#### Extracted material ####
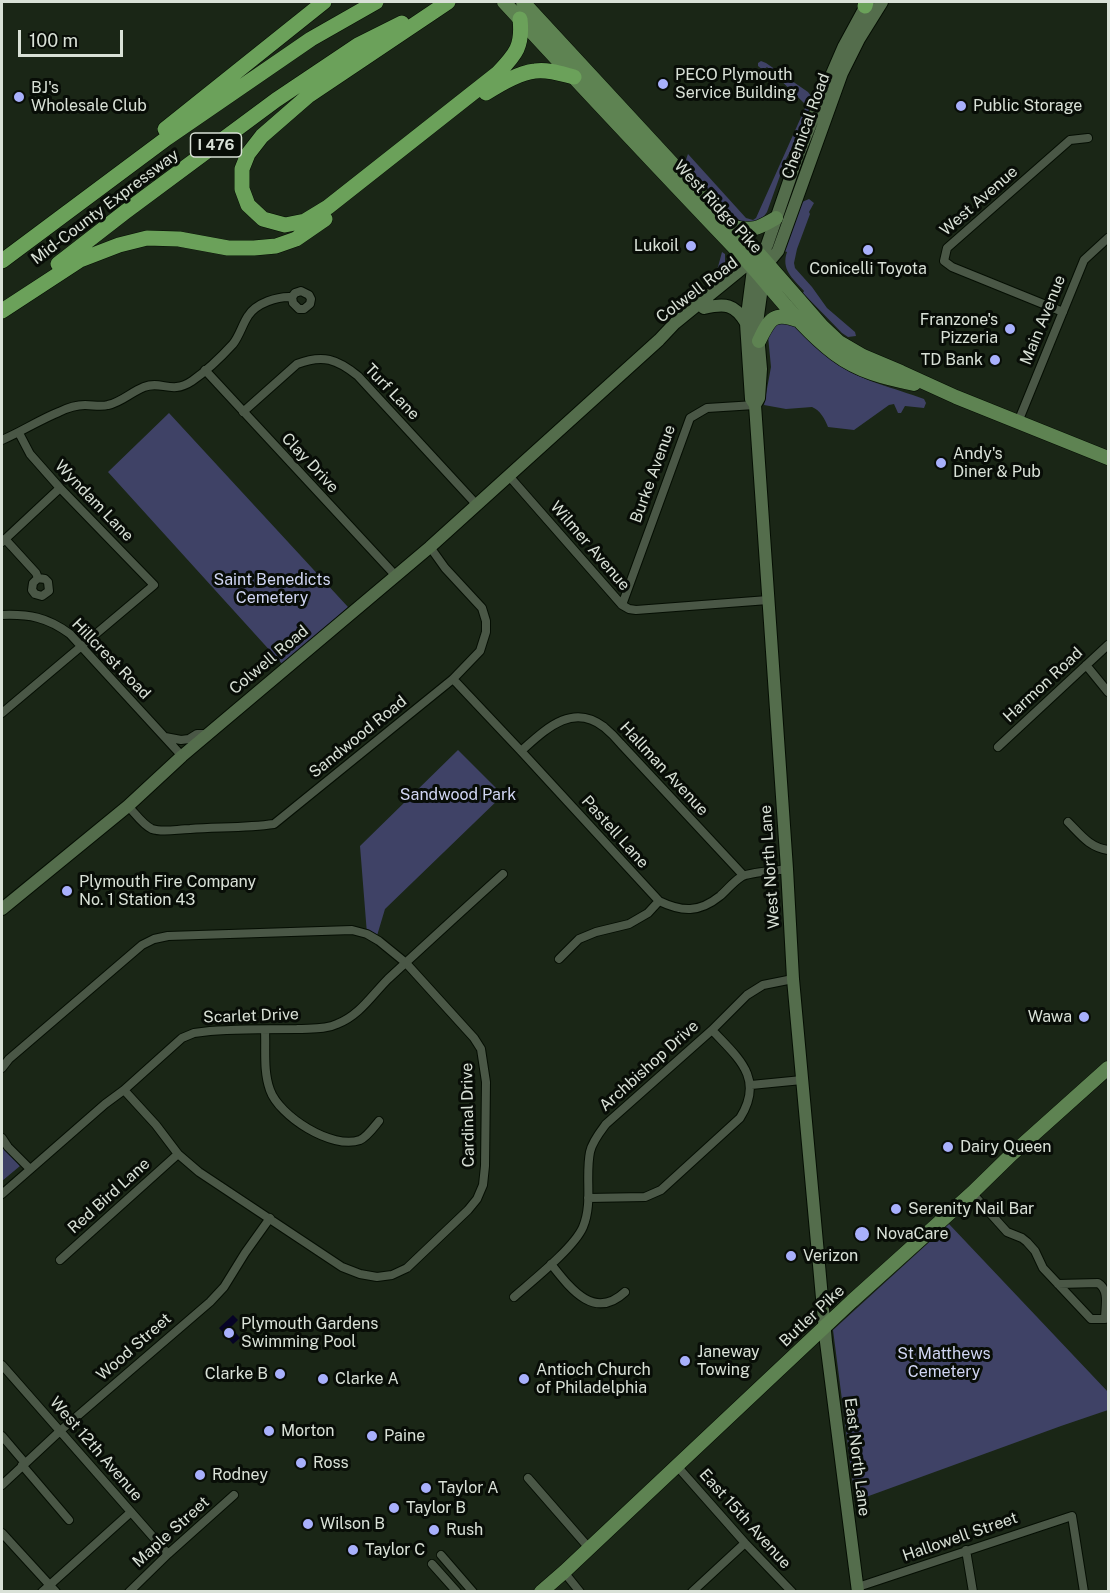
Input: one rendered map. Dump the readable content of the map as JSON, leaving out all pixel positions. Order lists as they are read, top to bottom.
{
  "streets": {
    "highway": ["I 476", "Mid-County Expressway"],
    "main road": [
      "Chemical Road",
      "West Ridge Pike",
      "Colwell Road",
      "West North Lane",
      "Butler Pike",
      "East North Lane"
    ],
    "street": [
      "West Avenue",
      "Main Avenue",
      "Turf Lane",
      "Clay Drive",
      "Burke Avenue",
      "Wyndam Lane",
      "Wilmer Avenue",
      "Hillcrest Road",
      "Harmon Road",
      "Sandwood Road",
      "Hallman Avenue",
      "Pastell Lane",
      "Scarlet Drive",
      "Archbishop Drive",
      "Cardinal Drive",
      "Red Bird Lane",
      "Wood Street",
      "West 12th Avenue",
      "East 15th Avenue",
      "Maple Street",
      "Hallowell Street"
    ]
  },
  "crossings": [
    ["Chemical Road", "West Ridge Pike"],
    ["Chemical Road", "Colwell Road"],
    ["Chemical Road", "West North Lane"],
    ["West Avenue", "Main Avenue"],
    ["West Ridge Pike", "Colwell Road"],
    ["West Ridge Pike", "Main Avenue"],
    ["West Ridge Pike", "West North Lane"],
    ["Colwell Road", "Turf Lane"],
    ["Colwell Road", "Clay Drive"],
    ["Colwell Road", "Wilmer Avenue"],
    ["Colwell Road", "Hillcrest Road"],
    ["Colwell Road", "Sandwood Road"],
    ["Colwell Road", "West North Lane"],
    ["Turf Lane", "Clay Drive"],
    ["Burke Avenue", "Wilmer Avenue"],
    ["Burke Avenue", "West North Lane"],
    ["Wyndam Lane", "Hillcrest Road"],
    ["Wilmer Avenue", "West North Lane"],
    ["Sandwood Road", "Pastell Lane"],
    ["Hallman Avenue", "Pastell Lane"],
    ["West North Lane", "Archbishop Drive"],
    ["West North Lane", "Butler Pike"],
    ["West North Lane", "East North Lane"],
    ["Scarlet Drive", "Cardinal Drive"],
    ["Cardinal Drive", "Red Bird Lane"],
    ["Cardinal Drive", "Wood Street"],
    ["Butler Pike", "East North Lane"],
    ["Butler Pike", "East 15th Avenue"],
    ["Wood Street", "West 12th Avenue"],
    ["West 12th Avenue", "Maple Street"],
    ["East North Lane", "Hallowell Street"]
  ],
  "parks": ["Saint Benedicts Cemetery", "Sandwood Park", "St Matthews Cemetery"],
  "places": [
    "PECO Plymouth Service Building",
    "BJ's Wholesale Club",
    "Public Storage",
    "Lukoil",
    "Conicelli Toyota",
    "Franzone's Pizzeria",
    "TD Bank",
    "Andy's Diner & Pub",
    "Plymouth Fire Company No. 1 Station 43",
    "Wawa",
    "Dairy Queen",
    "Serenity Nail Bar",
    "NovaCare",
    "Verizon",
    "Plymouth Gardens Swimming Pool",
    "Janeway Towing",
    "Clarke B",
    "Clarke A",
    "Antioch Church of Philadelphia",
    "Morton",
    "Paine",
    "Ross",
    "Rodney",
    "Taylor A",
    "Taylor B",
    "Wilson B",
    "Rush",
    "Taylor C"
  ],
  "scale_bar": "100 m"
}
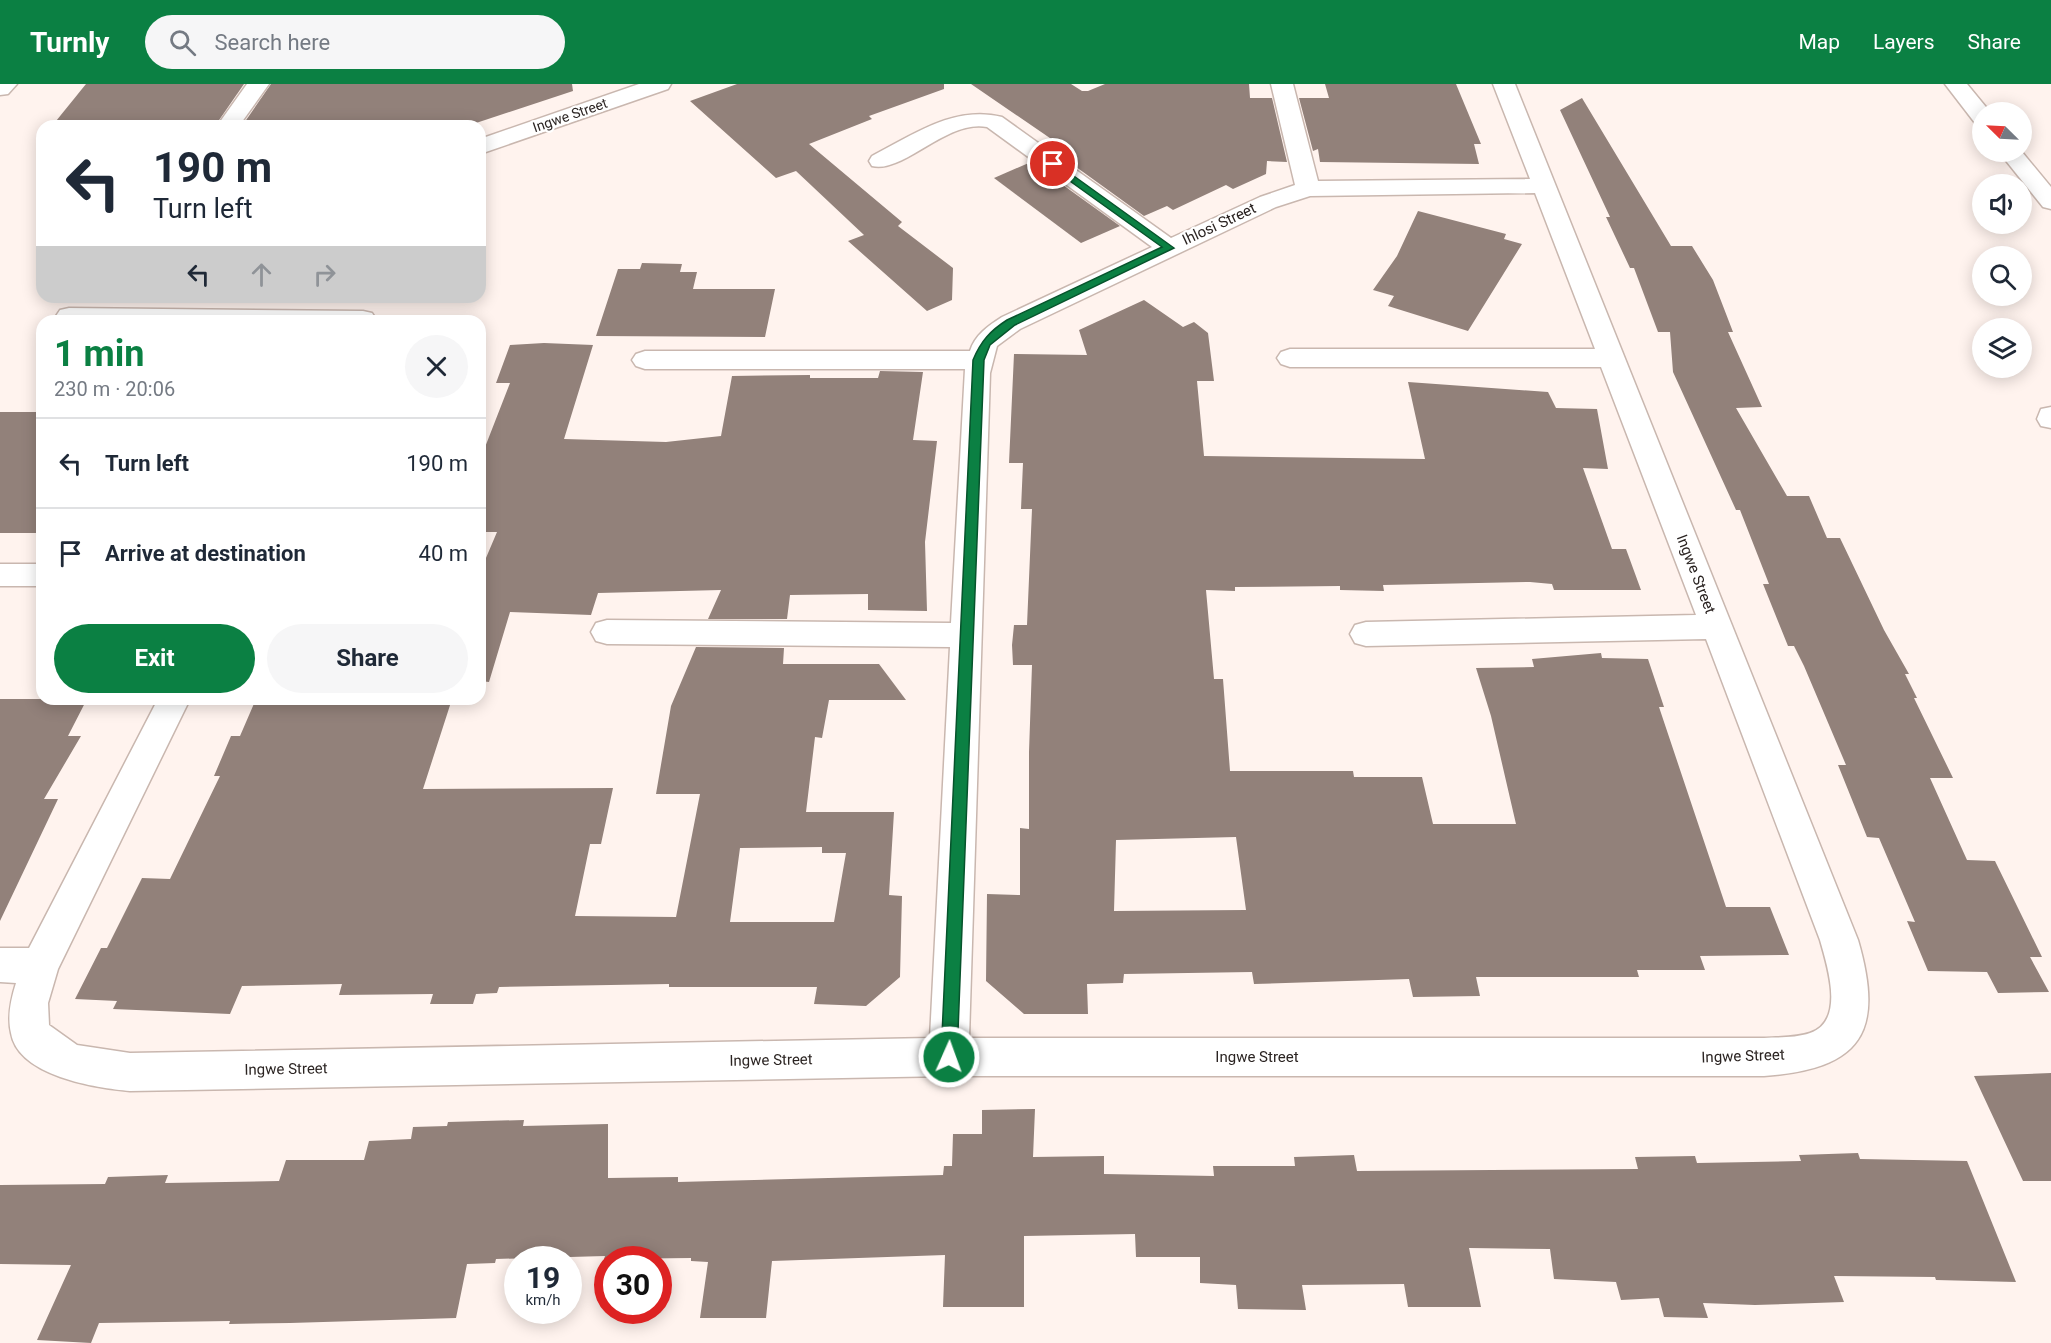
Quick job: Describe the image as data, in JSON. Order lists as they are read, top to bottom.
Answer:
{
  "streets": {
    "street": ["Ingwe Street", "Ihlosi Street"]
  },
  "crossings": [
    ["Ingwe Street", "Ihlosi Street"]
  ],
  "north": "top left",
  "page": {
    "header": "Turnly",
    "search": "Search here",
    "nav": ["Map", "Layers", "Share"],
    "turn": ["190 m", "Turn left"],
    "heading": ["1 min", "230 m · 20:06"],
    "list": [
      {
        "name": "Turn left",
        "value": "190 m"
      },
      {
        "name": "Arrive at destination",
        "value": "40 m"
      }
    ],
    "buttons": ["Exit", "Share"],
    "speed": "19 km/h",
    "limit": "30"
  }
}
####
▸ **What to work on**: The line containing "Quick job: Describe" and every line after it, up to and including the last line of the records, should be reproduced exactly, with nothing else.

▸ **Solution for this task**:
Quick job: Describe the image as data, in JSON. Order lists as they are read, top to bottom.
Answer:
{
  "streets": {
    "street": ["Ingwe Street", "Ihlosi Street"]
  },
  "crossings": [
    ["Ingwe Street", "Ihlosi Street"]
  ],
  "north": "top left",
  "page": {
    "header": "Turnly",
    "search": "Search here",
    "nav": ["Map", "Layers", "Share"],
    "turn": ["190 m", "Turn left"],
    "heading": ["1 min", "230 m · 20:06"],
    "list": [
      {
        "name": "Turn left",
        "value": "190 m"
      },
      {
        "name": "Arrive at destination",
        "value": "40 m"
      }
    ],
    "buttons": ["Exit", "Share"],
    "speed": "19 km/h",
    "limit": "30"
  }
}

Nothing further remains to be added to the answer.